Why use Google Cloud Storage for moonrepo remote cache?

Using GCS as a remote cache for moonrepo gives you:

  • Shared build artifacts across developers and CI
  • Faster CI builds by avoiding repeated work
  • Durable, centralized storage that works across regions and runners
  • Fine‑grained IAM control over cache access

For CI, the usual pattern is:

  1. A dedicated GCS bucket holds moonrepo cache artifacts.
  2. A least‑privilege service account has access to that bucket.
  3. CI jobs authenticate using that service account and point moonrepo to the bucket.

Prerequisites

Before you start configuring the moonrepo remote cache, make sure you have:

  • A Google Cloud project (with billing enabled).
  • gcloud CLI installed and authenticated (optional but helpful).
  • A working moonrepo setup with a .moon configuration directory.
  • Administrative access to your CI system (GitHub Actions, GitLab CI, CircleCI, etc.).
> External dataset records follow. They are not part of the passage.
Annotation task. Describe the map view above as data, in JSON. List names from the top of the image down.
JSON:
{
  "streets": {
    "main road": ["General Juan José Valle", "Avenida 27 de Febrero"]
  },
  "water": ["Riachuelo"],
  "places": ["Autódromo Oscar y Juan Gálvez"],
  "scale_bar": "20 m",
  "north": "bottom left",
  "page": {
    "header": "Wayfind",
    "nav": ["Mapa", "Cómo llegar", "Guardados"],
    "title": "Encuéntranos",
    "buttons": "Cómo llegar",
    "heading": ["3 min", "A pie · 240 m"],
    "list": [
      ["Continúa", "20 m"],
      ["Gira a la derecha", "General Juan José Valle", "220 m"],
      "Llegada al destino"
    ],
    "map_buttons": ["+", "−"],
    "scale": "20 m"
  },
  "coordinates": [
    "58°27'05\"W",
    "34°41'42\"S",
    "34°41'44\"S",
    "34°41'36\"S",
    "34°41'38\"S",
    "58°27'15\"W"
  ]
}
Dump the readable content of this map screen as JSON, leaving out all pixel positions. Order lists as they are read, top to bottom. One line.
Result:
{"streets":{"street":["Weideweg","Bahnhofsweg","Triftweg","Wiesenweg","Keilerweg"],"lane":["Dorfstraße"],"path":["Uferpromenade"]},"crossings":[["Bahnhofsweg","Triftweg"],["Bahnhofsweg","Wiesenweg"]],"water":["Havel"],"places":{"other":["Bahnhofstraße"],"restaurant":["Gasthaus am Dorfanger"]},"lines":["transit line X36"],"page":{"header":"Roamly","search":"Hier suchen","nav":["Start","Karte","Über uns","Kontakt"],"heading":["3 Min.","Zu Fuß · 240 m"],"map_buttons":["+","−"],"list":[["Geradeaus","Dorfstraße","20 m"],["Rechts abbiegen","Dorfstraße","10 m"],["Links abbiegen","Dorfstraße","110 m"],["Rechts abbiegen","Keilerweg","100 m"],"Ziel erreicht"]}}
Step 1: Create a GCS bucket for moonrepo cache

You can create the bucket via console or CLI. Naming and location are important for performance and organization.

1.1 Choose a bucket name and location

Use a globally unique name, often including project and environment, for example:

  • my-company-moon-cache-prod
  • my-company-moon-cache-ci

Recommended choices:

  • Location type: regional or multi-region close to your CI runners.
  • Storage class: STANDARD is typical for active cache usage.

1.2 Create the bucket with gcloud (optional)

PROJECT_ID="my-gcp-project-id"
BUCKET_NAME="my-company-moon-cache-ci"

gcloud config set project "$PROJECT_ID"

gcloud storage buckets create "gs://${BUCKET_NAME}" \
  --location="us-central1" \
  --default-storage-class="STANDARD"

Or create it in the Google Cloud Console under Cloud Storage → Buckets → Create.


Step 2: Create a service account for CI

You’ll want a dedicated service account used only by CI for moonrepo remote cache access, following least‑privilege security practices.

2.1 Create the service account

SERVICE_ACCOUNT_NAME="moonrepo-cache-ci"
SERVICE_ACCOUNT_ID="${SERVICE_ACCOUNT_NAME}@${PROJECT_ID}.iam.gserviceaccount.com"

gcloud iam service-accounts create "$SERVICE_ACCOUNT_NAME" \
  --display-name="Moonrepo CI Remote Cache"

You can also create it via Google Cloud Console under IAM & Admin → Service Accounts.


Step 3: Grant minimum required permissions on the bucket

The service account only needs the ability to read and write objects in the cache bucket (and list them). Avoid giving it broad project‑wide roles when possible.

3.1 Recommended minimal roles

At the bucket level (not the whole project), grant:

  • Storage Object Admin (roles/storage.objectAdmin)
    This allows:
    • Read (storage.objects.get, storage.objects.list)
    • Write (storage.objects.create, storage.objects.delete, storage.objects.update)

This is usually sufficient and commonly used for build caches.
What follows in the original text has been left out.